BEGIN
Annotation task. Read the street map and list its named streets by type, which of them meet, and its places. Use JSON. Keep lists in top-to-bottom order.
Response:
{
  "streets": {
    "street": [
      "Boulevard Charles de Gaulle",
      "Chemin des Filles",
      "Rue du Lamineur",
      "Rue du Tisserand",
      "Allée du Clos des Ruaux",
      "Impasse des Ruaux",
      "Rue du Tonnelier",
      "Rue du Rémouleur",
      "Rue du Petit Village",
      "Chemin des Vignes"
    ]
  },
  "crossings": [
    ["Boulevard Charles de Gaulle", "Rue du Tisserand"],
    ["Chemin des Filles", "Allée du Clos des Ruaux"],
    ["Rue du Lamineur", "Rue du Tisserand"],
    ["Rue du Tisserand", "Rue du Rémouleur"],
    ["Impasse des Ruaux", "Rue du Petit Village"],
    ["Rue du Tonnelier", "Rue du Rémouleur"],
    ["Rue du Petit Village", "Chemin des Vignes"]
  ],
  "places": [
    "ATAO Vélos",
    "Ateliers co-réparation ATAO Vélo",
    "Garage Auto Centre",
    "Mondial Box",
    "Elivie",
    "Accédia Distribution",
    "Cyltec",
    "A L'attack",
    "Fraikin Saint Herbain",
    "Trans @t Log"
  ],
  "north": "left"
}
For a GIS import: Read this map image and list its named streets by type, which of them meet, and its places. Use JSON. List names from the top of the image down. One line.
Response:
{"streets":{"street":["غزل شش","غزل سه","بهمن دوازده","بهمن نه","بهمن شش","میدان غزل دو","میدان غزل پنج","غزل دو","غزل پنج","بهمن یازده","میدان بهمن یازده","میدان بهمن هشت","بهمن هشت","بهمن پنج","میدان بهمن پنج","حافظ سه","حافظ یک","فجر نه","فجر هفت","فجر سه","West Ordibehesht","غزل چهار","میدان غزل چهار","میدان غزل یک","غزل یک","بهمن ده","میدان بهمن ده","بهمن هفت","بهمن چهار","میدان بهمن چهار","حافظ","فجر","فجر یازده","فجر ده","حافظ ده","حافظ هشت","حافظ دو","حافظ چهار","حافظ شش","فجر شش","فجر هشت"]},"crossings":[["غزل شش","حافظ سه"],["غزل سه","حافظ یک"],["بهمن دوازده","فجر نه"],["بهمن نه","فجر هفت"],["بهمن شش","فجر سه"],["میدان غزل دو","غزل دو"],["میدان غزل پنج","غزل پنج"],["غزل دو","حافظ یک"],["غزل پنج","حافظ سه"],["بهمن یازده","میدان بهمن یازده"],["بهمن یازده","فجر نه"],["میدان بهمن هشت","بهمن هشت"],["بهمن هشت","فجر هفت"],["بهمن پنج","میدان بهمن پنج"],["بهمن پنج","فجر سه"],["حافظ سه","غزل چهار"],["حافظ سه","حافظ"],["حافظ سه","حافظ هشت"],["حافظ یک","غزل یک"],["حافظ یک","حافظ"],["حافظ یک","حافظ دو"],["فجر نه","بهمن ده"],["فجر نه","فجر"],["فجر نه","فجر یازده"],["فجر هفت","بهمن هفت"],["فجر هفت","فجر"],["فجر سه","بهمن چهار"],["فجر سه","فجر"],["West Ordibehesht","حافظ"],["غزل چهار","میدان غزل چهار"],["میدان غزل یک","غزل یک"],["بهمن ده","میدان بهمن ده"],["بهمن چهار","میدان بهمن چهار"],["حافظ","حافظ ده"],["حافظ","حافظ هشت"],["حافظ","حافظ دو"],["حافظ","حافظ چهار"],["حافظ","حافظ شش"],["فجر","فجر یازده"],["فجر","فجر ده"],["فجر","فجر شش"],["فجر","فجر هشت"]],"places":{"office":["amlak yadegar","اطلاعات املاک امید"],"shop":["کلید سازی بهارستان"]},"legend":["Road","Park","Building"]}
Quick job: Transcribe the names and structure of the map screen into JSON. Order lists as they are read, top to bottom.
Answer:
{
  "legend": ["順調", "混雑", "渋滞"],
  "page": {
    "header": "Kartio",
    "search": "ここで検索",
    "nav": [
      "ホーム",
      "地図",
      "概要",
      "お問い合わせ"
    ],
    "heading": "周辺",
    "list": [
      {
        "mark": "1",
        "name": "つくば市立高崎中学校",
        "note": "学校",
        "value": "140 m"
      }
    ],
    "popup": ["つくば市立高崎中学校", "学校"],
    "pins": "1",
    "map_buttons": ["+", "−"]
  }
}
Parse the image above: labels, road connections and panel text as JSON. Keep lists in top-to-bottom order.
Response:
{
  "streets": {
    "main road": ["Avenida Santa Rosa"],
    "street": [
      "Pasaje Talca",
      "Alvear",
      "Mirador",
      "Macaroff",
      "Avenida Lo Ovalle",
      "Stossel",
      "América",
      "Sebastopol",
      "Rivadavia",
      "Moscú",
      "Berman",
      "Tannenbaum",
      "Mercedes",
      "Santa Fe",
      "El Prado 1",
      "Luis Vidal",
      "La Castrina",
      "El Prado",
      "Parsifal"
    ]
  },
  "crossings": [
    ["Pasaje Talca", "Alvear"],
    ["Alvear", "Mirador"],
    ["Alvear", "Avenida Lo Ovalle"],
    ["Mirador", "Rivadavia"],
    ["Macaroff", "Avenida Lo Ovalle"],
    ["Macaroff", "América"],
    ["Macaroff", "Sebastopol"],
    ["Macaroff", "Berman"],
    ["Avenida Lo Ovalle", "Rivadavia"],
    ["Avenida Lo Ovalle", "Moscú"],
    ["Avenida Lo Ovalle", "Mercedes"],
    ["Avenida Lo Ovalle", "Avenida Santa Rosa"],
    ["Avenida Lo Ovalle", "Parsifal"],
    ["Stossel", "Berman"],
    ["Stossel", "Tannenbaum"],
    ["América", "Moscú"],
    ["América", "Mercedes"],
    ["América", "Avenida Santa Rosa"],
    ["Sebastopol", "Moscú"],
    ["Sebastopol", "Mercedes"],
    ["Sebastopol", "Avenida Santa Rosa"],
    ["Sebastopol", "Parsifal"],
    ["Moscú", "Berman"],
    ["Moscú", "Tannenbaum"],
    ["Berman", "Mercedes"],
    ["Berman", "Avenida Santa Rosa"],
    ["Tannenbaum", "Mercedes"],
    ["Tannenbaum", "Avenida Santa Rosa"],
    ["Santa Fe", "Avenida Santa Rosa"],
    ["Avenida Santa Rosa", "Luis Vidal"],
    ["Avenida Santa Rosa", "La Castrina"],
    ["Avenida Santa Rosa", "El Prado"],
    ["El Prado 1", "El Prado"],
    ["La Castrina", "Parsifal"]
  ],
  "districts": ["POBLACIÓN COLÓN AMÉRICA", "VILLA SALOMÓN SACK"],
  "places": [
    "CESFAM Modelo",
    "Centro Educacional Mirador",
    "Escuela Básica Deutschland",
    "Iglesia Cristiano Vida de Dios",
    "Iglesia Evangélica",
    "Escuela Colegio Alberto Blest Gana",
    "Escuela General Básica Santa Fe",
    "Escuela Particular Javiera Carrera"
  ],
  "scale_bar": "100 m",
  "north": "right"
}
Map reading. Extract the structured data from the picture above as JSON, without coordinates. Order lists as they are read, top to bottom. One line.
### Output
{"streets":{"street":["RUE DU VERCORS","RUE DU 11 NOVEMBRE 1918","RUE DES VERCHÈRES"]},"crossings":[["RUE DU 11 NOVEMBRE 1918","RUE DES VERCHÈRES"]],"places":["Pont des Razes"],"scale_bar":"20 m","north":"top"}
END
■ **Exercise aim**
Output each line of the records above exactly, beginning at the first, and stop once the line containing "For a GIS import: Read" has been output.

■ **Solution to this task**
Annotation task. Read the street map and list its named streets by type, which of them meet, and its places. Use JSON. Keep lists in top-to-bottom order.
Response:
{
  "streets": {
    "street": [
      "Boulevard Charles de Gaulle",
      "Chemin des Filles",
      "Rue du Lamineur",
      "Rue du Tisserand",
      "Allée du Clos des Ruaux",
      "Impasse des Ruaux",
      "Rue du Tonnelier",
      "Rue du Rémouleur",
      "Rue du Petit Village",
      "Chemin des Vignes"
    ]
  },
  "crossings": [
    ["Boulevard Charles de Gaulle", "Rue du Tisserand"],
    ["Chemin des Filles", "Allée du Clos des Ruaux"],
    ["Rue du Lamineur", "Rue du Tisserand"],
    ["Rue du Tisserand", "Rue du Rémouleur"],
    ["Impasse des Ruaux", "Rue du Petit Village"],
    ["Rue du Tonnelier", "Rue du Rémouleur"],
    ["Rue du Petit Village", "Chemin des Vignes"]
  ],
  "places": [
    "ATAO Vélos",
    "Ateliers co-réparation ATAO Vélo",
    "Garage Auto Centre",
    "Mondial Box",
    "Elivie",
    "Accédia Distribution",
    "Cyltec",
    "A L'attack",
    "Fraikin Saint Herbain",
    "Trans @t Log"
  ],
  "north": "left"
}
For a GIS import: Read this map image and list its named streets by type, which of them meet, and its places. Use JSON. List names from the top of the image down. One line.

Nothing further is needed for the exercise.